Al di là delle schermaglie sulle future alleanze, quel che è certo è che Bersani, per una volta, ottiene il consenso del Partito Democratico nel suo complesso. Naturalmente il calore che viene dispensato nelle varie dichiarazioni ha temperature molto diverse. Tiepide ma non ostili le parole di Paolo Gentiloni, promotore con Walter Veltroni e Beppe Fioroni del Movimento democratico destinato a muovere i primi passi il 26 novembre. Distaccate quelle dei dalemiani che usano armi dialettiche spuntate e accenti comprensivi. Un buon risultato, dunque, per il segretario che, dopo aver incassato sabato scorso la tregua interna con Veltroni, sul partito che deve tornare a produrre proposte su temi concreti, ora inizia a lavorare sull’annoso problema delle alleanze per cercare di sminare un terreno ricco di trappole.

“Abbiamo ribadito il meccanismo delle primarie di coalizione – dice il segretario del Pd – perché è una cosa a cui teniamo molto, le abbiamo inventate noi, perciò saranno i cittadini a decidere chi meglio può sconfiggere Berlusconi”. “C’è un accordo per affidare al processo delle primarie la selezione degli sfidanti”, si compiace Vendola. Il quale, pur confermando che la volontà comune è di aprire un cantiere del centrosinistra con un patto di consultazione sul programma, nega di voler entrare nel Nuovo Ulivo e tanto meno pensa di confluire nel Pd.
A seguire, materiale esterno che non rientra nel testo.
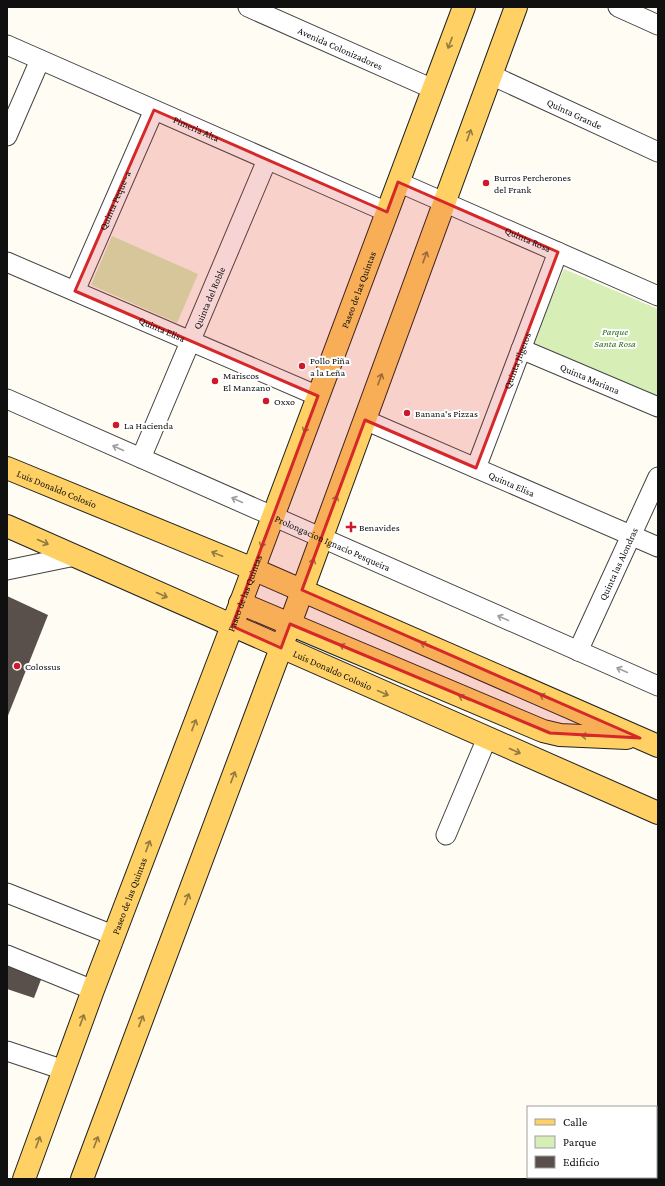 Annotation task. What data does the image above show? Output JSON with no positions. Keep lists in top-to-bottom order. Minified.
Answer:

La variabile Vendola, insomma, è stata ormai accettata e in qualche modo istituzionalizzata, blandita e riconosciuta dai vertici del Pd. A questo punto, però, si inizia a fare sul serio. E il partito di Via del Nazareno dovrà tenere conto delle altre variabili che ora si profilano all’orizzonte. Dovrà ad esempio ragionare sulla forza erosiva che potrebbe abbattersi sul progetto del Partito Democratico, attraverso l’emergere di una candidatura Vendola. Dovrà pesare il contraccolpo che questo potrebbe avere su possibili alleanze al centro e nel rapporto di fiducia con l’elettorato moderato. Dovrà mettere in conto che l’appeal del governatore si concentra al Sud ma non riesce a conquistare l’elettorato settentrionale.

Insomma, dovrà impegnarsi in una missione quasi impossibile che poi è quella di sempre, da sedici anni a questa parte: evitare che la convergenza elettorale si trasformi in un’ammucchiata.